Menurut ET Ruseffendi dalam Lisnawati (2001:72) bahwa agar anak memahami dan mengerti konsep Matematika seyogyanya diajarkan dengan urutan konsep murni, dilanjutkan dengan konsep notasi, dan diakhiri dengan konsep terapan. Untuk dapat mempelajari struktur matematika dengan baik maka refresentasinya dimulai dengan benda-benda konkrit yang beraneka ragam. Misalnya anak akan lebih cepat memahami arti bendabenda bila disajikan berbagai bentuk dan jenis benda-benda atau dengan kata lain bahwa benda-benda yang akan diamati harus beragam jenisnya. 

c.       Pengertian prestasi belajar matematika
Untuk mendapatkan suatu prestasi tidaklah semudah yang dibayangkan, karena memerlukan perjuangan dan pengorbanan dengan berbagai tantangan yang harus dihadapi.

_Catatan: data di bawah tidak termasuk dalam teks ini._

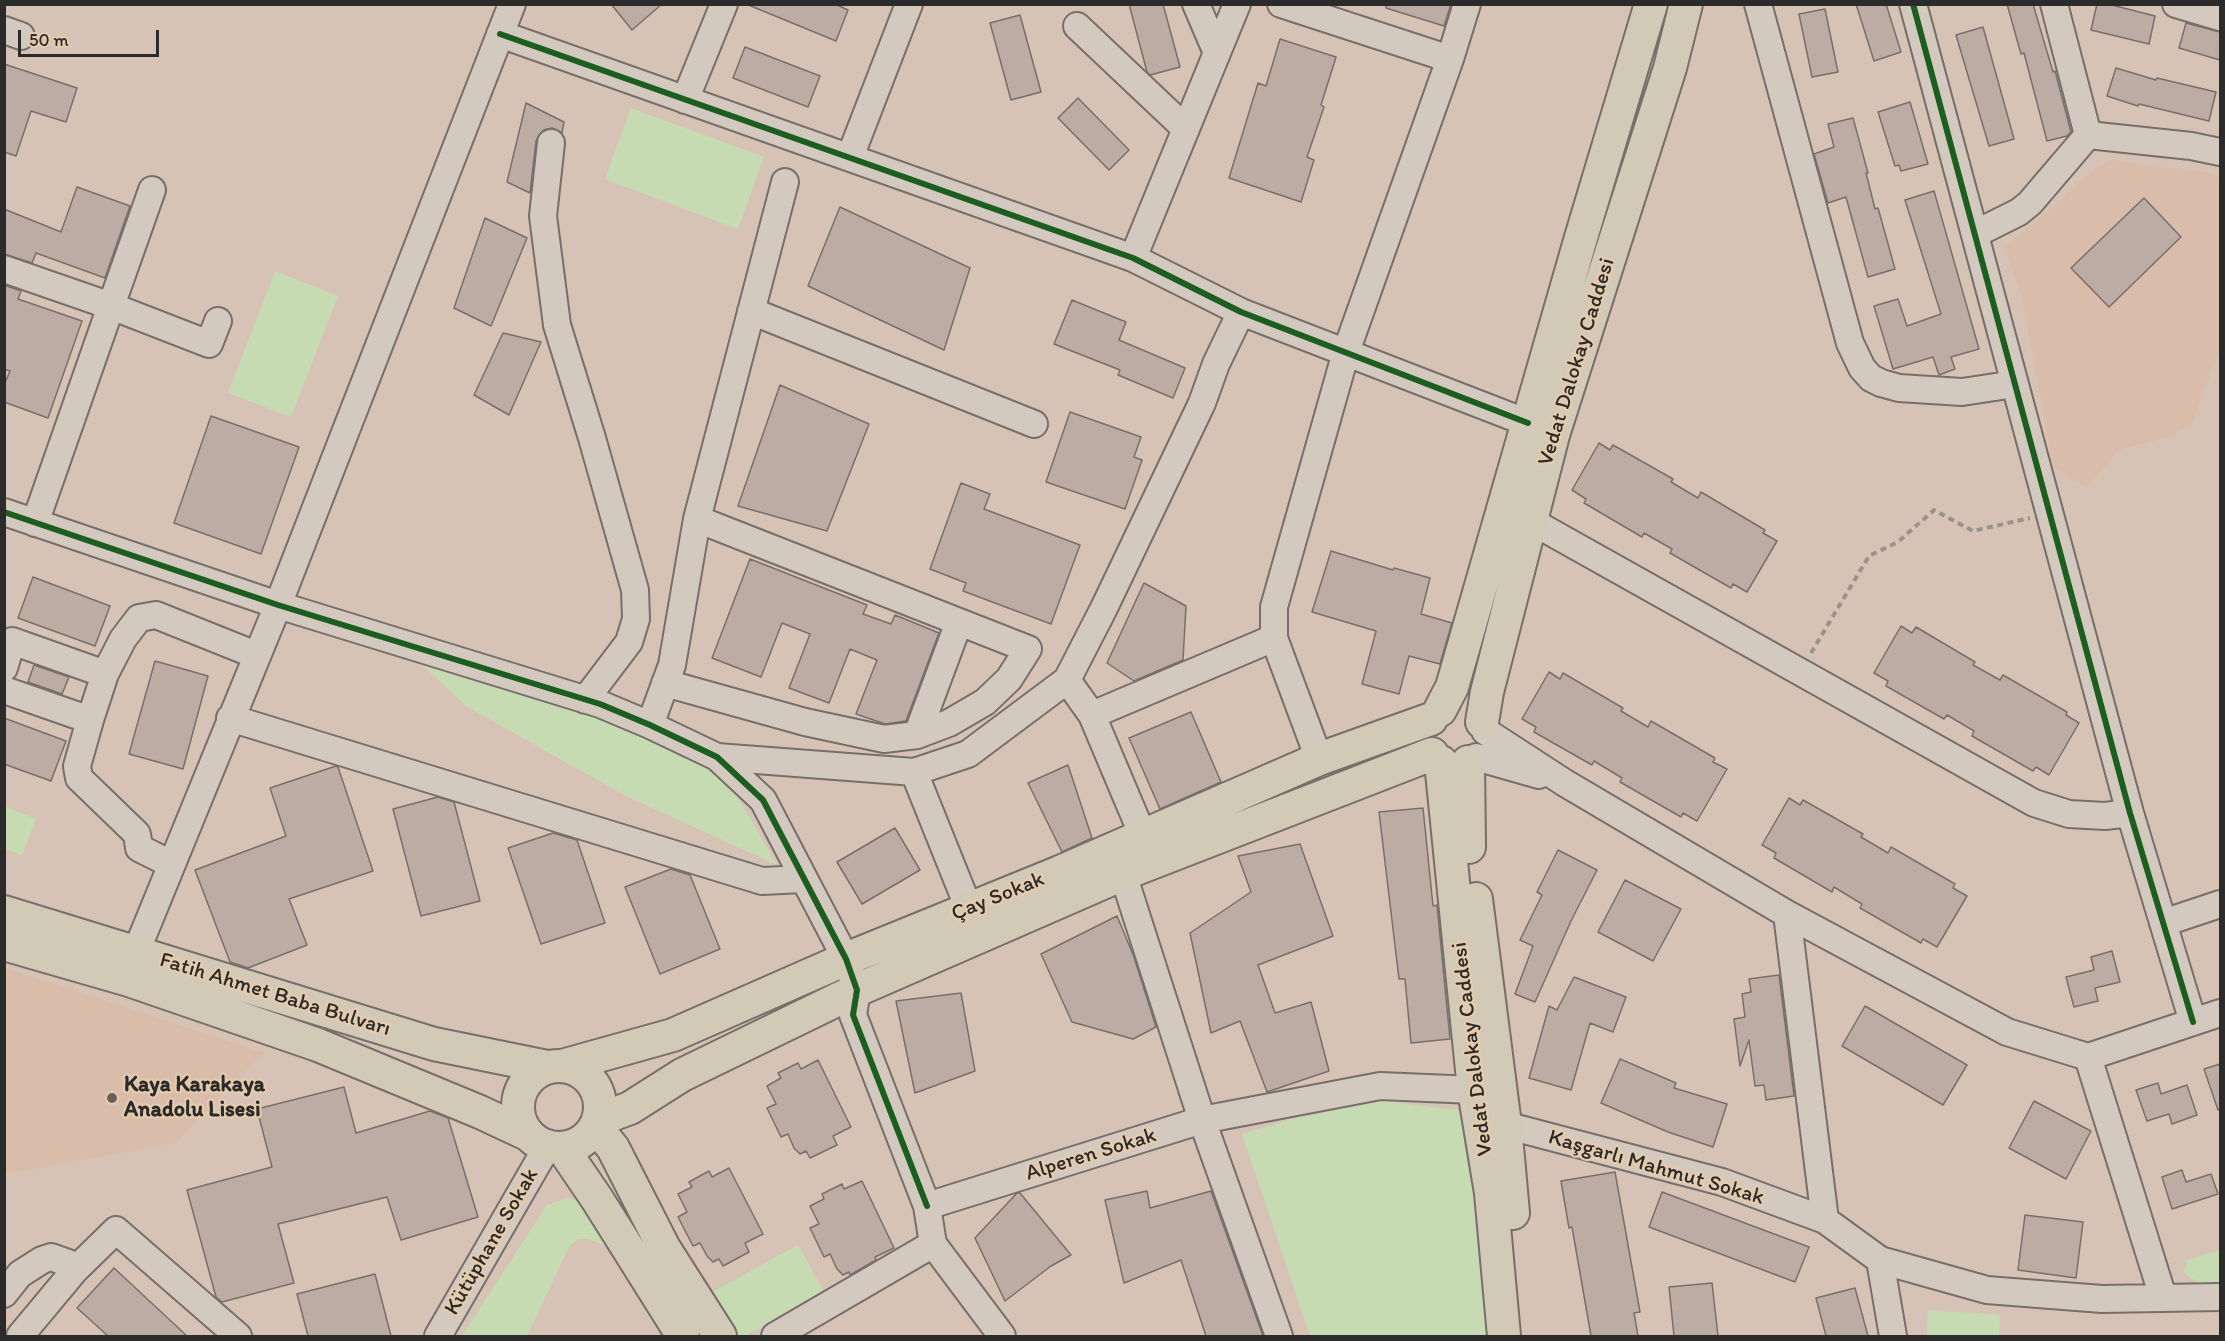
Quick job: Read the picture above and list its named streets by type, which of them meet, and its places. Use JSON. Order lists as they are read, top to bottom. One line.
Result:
{"streets":{"main road":["Vedat Dalokay Caddesi","Çay Sokak","Fatih Ahmet Baba Bulvarı"],"street":["Alperen Sokak","Kaşgarlı Mahmut Sokak","Kütüphane Sokak"]},"crossings":[["Vedat Dalokay Caddesi","Çay Sokak"],["Vedat Dalokay Caddesi","Alperen Sokak"],["Vedat Dalokay Caddesi","Kaşgarlı Mahmut Sokak"],["Çay Sokak","Fatih Ahmet Baba Bulvarı"],["Çay Sokak","Kütüphane Sokak"],["Fatih Ahmet Baba Bulvarı","Kütüphane Sokak"]],"places":["Kaya Karakaya Anadolu Lisesi"],"scale_bar":"50 m"}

Penilaian terhadap hasil belajar siswa untuk mengetahui sejauhmana ia telah mencapai sasaran belajar inilah yang disebut sebagai prestasi belajar. Seperti yang dikatakan oleh Winkel (1997:168) bahwa proses belajar yang dialami oleh siswa menghasilkan perubahan-perubahan dalam bidang pengetahuan dan pemahaman, dalam bidang nilai, sikap dan keterampilan. Adanya perubahan tersebut tampak dalam prestasi belajar yang dihasilkan oleh siswa terhadap pertanyaan, persoalan atau tugas yang diberikan oleh guru. Melalui prestasi belajar siswa dapat mengetahui kemajuan-kemajuan yang telah dicapainya dalam belajar.
Sedangkan Marsun dan Martaniah (dalam Sia Tjundjing 2000:71) berpendapat bahwa prestasi belajar merupakan hasil kegiatan belajar, yaitu sejauh mana peserta didik menguasai bahan pelajaran yang diajarkan, yang diikuti oleh munculnya perasaan puas bahwa ia telah melakukan sesuatu dengan baik. Hal ini berarti prestasi belajar hanya bisa diketahui jika telah dilakukan penilaian terhadap hasil belajar siswa.
Menurut Poerwodarminto (Mila Ratnawati, 1996 : 206) yang dimaksud dengan prestasi adalah hasil yang telah dicapai, dilakukan atau dikerjakan oleh seseorang. Sedangkan prestasi belajar itu sendiri diartikan sebagai prestasi yang dicapai oleh seorang siswa pada jangka waktu tertentu dan dicatat dalam buku rapor sekolah.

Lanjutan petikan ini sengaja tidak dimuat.